**BRIEF**
Reproduce each line of the listing exactly.

━━━━━ RECORDED DATA ━━━━━

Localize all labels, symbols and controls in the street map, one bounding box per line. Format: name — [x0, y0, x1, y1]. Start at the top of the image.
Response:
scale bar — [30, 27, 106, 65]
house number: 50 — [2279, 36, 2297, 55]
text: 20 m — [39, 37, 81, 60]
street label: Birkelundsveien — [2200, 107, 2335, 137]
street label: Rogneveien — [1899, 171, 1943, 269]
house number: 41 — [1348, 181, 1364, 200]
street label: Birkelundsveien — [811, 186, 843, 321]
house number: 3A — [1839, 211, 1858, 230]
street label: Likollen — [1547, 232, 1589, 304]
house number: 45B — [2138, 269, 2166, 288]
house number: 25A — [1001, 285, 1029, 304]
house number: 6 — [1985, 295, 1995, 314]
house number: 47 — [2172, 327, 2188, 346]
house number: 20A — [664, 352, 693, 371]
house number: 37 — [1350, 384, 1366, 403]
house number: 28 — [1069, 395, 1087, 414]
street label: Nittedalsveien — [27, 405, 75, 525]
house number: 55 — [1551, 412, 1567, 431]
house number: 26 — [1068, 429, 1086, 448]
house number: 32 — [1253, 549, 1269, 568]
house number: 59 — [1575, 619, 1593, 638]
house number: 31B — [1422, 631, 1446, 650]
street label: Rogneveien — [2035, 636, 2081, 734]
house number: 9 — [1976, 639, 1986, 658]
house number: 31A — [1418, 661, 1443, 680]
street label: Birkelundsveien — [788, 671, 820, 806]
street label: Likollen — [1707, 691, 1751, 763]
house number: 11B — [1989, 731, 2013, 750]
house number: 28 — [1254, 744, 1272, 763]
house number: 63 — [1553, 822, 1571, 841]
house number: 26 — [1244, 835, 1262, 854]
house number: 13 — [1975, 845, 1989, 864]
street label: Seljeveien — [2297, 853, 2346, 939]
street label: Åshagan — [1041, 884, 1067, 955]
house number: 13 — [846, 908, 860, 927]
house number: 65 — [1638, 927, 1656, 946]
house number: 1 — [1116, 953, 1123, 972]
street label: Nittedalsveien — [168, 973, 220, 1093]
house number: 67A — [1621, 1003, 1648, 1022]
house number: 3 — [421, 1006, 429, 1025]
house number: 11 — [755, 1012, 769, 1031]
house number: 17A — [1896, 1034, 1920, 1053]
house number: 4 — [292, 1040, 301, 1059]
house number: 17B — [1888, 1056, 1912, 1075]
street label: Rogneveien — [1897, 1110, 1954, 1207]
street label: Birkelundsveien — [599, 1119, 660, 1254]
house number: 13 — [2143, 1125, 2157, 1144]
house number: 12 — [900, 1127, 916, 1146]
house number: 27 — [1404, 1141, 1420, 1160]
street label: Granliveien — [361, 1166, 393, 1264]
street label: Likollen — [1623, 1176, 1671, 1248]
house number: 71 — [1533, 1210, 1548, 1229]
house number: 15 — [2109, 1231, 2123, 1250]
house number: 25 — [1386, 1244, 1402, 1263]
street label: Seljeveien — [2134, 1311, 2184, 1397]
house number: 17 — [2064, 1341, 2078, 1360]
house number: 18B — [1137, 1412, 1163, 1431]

━━━━━

**YOUR RESPONSE**
Localize all labels, symbols and controls in the street map, one bounding box per line. Format: name — [x0, y0, x1, y1]. Start at the top of the image.
Response:
scale bar — [30, 27, 106, 65]
house number: 50 — [2279, 36, 2297, 55]
text: 20 m — [39, 37, 81, 60]
street label: Birkelundsveien — [2200, 107, 2335, 137]
street label: Rogneveien — [1899, 171, 1943, 269]
house number: 41 — [1348, 181, 1364, 200]
street label: Birkelundsveien — [811, 186, 843, 321]
house number: 3A — [1839, 211, 1858, 230]
street label: Likollen — [1547, 232, 1589, 304]
house number: 45B — [2138, 269, 2166, 288]
house number: 25A — [1001, 285, 1029, 304]
house number: 6 — [1985, 295, 1995, 314]
house number: 47 — [2172, 327, 2188, 346]
house number: 20A — [664, 352, 693, 371]
house number: 37 — [1350, 384, 1366, 403]
house number: 28 — [1069, 395, 1087, 414]
street label: Nittedalsveien — [27, 405, 75, 525]
house number: 55 — [1551, 412, 1567, 431]
house number: 26 — [1068, 429, 1086, 448]
house number: 32 — [1253, 549, 1269, 568]
house number: 59 — [1575, 619, 1593, 638]
house number: 31B — [1422, 631, 1446, 650]
street label: Rogneveien — [2035, 636, 2081, 734]
house number: 9 — [1976, 639, 1986, 658]
house number: 31A — [1418, 661, 1443, 680]
street label: Birkelundsveien — [788, 671, 820, 806]
street label: Likollen — [1707, 691, 1751, 763]
house number: 11B — [1989, 731, 2013, 750]
house number: 28 — [1254, 744, 1272, 763]
house number: 63 — [1553, 822, 1571, 841]
house number: 26 — [1244, 835, 1262, 854]
house number: 13 — [1975, 845, 1989, 864]
street label: Seljeveien — [2297, 853, 2346, 939]
street label: Åshagan — [1041, 884, 1067, 955]
house number: 13 — [846, 908, 860, 927]
house number: 65 — [1638, 927, 1656, 946]
house number: 1 — [1116, 953, 1123, 972]
street label: Nittedalsveien — [168, 973, 220, 1093]
house number: 67A — [1621, 1003, 1648, 1022]
house number: 3 — [421, 1006, 429, 1025]
house number: 11 — [755, 1012, 769, 1031]
house number: 17A — [1896, 1034, 1920, 1053]
house number: 4 — [292, 1040, 301, 1059]
house number: 17B — [1888, 1056, 1912, 1075]
street label: Rogneveien — [1897, 1110, 1954, 1207]
street label: Birkelundsveien — [599, 1119, 660, 1254]
house number: 13 — [2143, 1125, 2157, 1144]
house number: 12 — [900, 1127, 916, 1146]
house number: 27 — [1404, 1141, 1420, 1160]
street label: Granliveien — [361, 1166, 393, 1264]
street label: Likollen — [1623, 1176, 1671, 1248]
house number: 71 — [1533, 1210, 1548, 1229]
house number: 15 — [2109, 1231, 2123, 1250]
house number: 25 — [1386, 1244, 1402, 1263]
street label: Seljeveien — [2134, 1311, 2184, 1397]
house number: 17 — [2064, 1341, 2078, 1360]
house number: 18B — [1137, 1412, 1163, 1431]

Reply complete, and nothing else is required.